Poèmes du journal n°3 Miroir du coeur
Le miroir du coeur
Néhémie, regarde dans ton propre cœur,
L’arbre sacré y pousse ;
De joie tressaillent ses branches sacrées,
Et toutes les fleurs tremblantes qu’elles portent.
Les couleurs changeantes de ses fruits
Ont donné aux étoiles leur gaie clarté ;
La prise sûre de son invisible racine
A implanté dans la nuit la tranquillité ;
Le balancement de sa cime feuillue
A doué les vagues de leur mélodie ;
Et mariées à la musique, mes lèvres,
Qui murmurent pour toi une envoûtante chanson.
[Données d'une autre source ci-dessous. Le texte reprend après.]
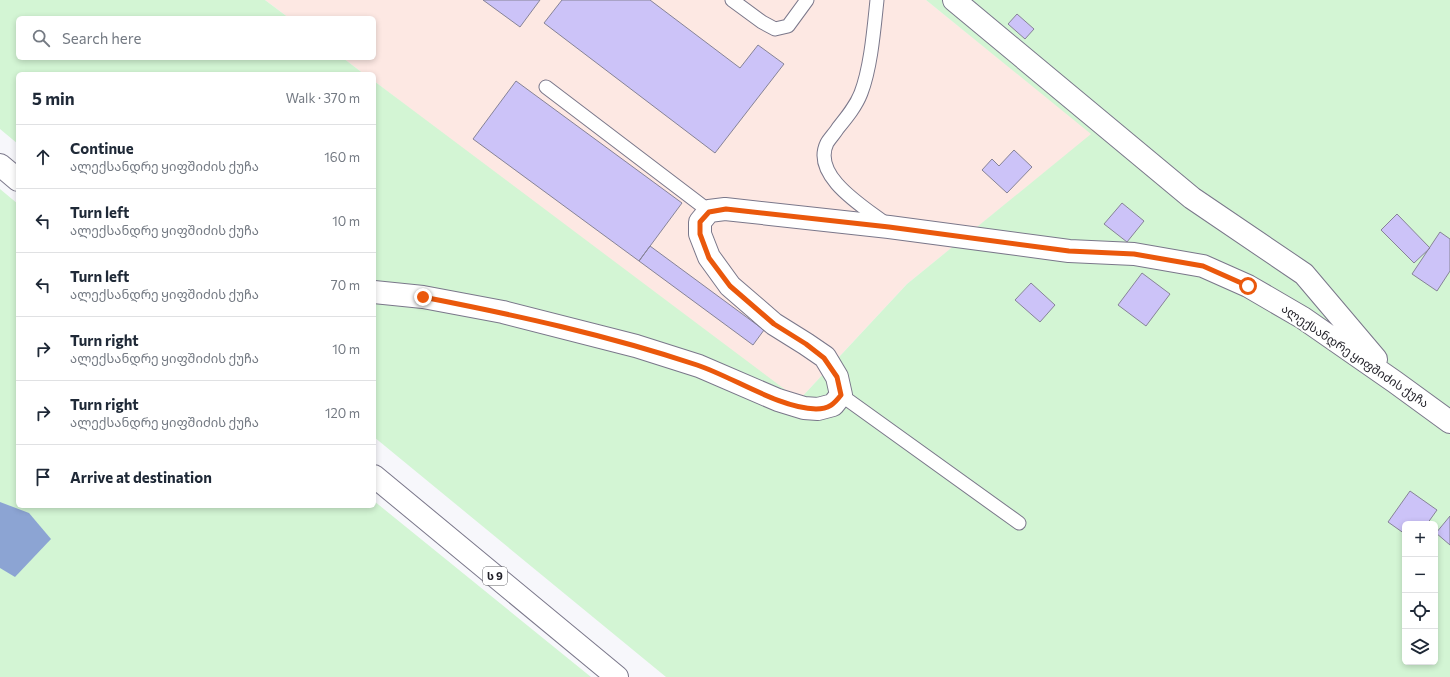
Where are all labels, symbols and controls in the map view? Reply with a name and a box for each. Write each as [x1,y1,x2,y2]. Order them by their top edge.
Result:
search box [16,16,376,60]
icon: search [30,27,52,49]
text: Search here [62,29,141,47]
text: 5 min [32,88,75,109]
text: Walk · 370 m [286,90,360,106]
text: Continue [70,139,134,157]
icon: ahead [32,146,54,168]
text: 160 m [324,149,360,165]
text: ალექსანდრე ყიფშიძის ქუჩა [70,158,259,174]
text: Turn left [70,203,129,221]
icon: left [32,210,54,232]
text: 10 m [332,213,360,229]
text: ალექსანდრე ყიფშიძის ქუჩა [70,222,259,238]
text: Turn left [70,267,129,285]
icon: left [32,274,54,296]
text: 70 m [331,277,360,293]
route start [1239,277,1257,295]
text: ალექსანდრე ყიფშიძის ქუჩა [70,286,259,302]
route end [414,288,432,306]
street label: ალექსანდრე ყიფშიძის ქუჩა [1278,301,1432,411]
text: Turn right [70,331,139,349]
icon: right [32,338,54,360]
text: 10 m [332,341,360,357]
text: ალექსანდრე ყიფშიძის ქუჩა [70,350,259,366]
text: Turn right [70,395,139,413]
icon: right [32,402,54,424]
text: 120 m [325,405,360,421]
text: ალექსანდრე ყიფშიძის ქუჩა [70,414,259,430]
icon: arrive [32,466,54,488]
text: Arrive at destination [70,468,212,486]
map controls [1402,521,1438,665]
button: + [1402,521,1438,557]
button: − [1402,557,1438,593]
road number: ს 9 [483,567,507,585]
button: locate [1402,593,1438,629]
button: layers [1402,629,1438,665]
Là, fils et filles d’Eros dansent en cercle,
Cercle flamboyant de nos soirs heureux,
Tournant, montant, ondoyant,
Dans ces vastes ombrages où règne l’innocence.
Au souvenir de ces cheveux flottant au vent,
Et de ces sandales ailées, qui bondissent,
Tes yeux s’emplissent de tendresse :
Néhémie, regarde dans ton propre cœur.
Ne regarde plus dans le funeste miroir
Que les démons dans leur ruse subtile,
Quand ils passent, présentent à nos yeux.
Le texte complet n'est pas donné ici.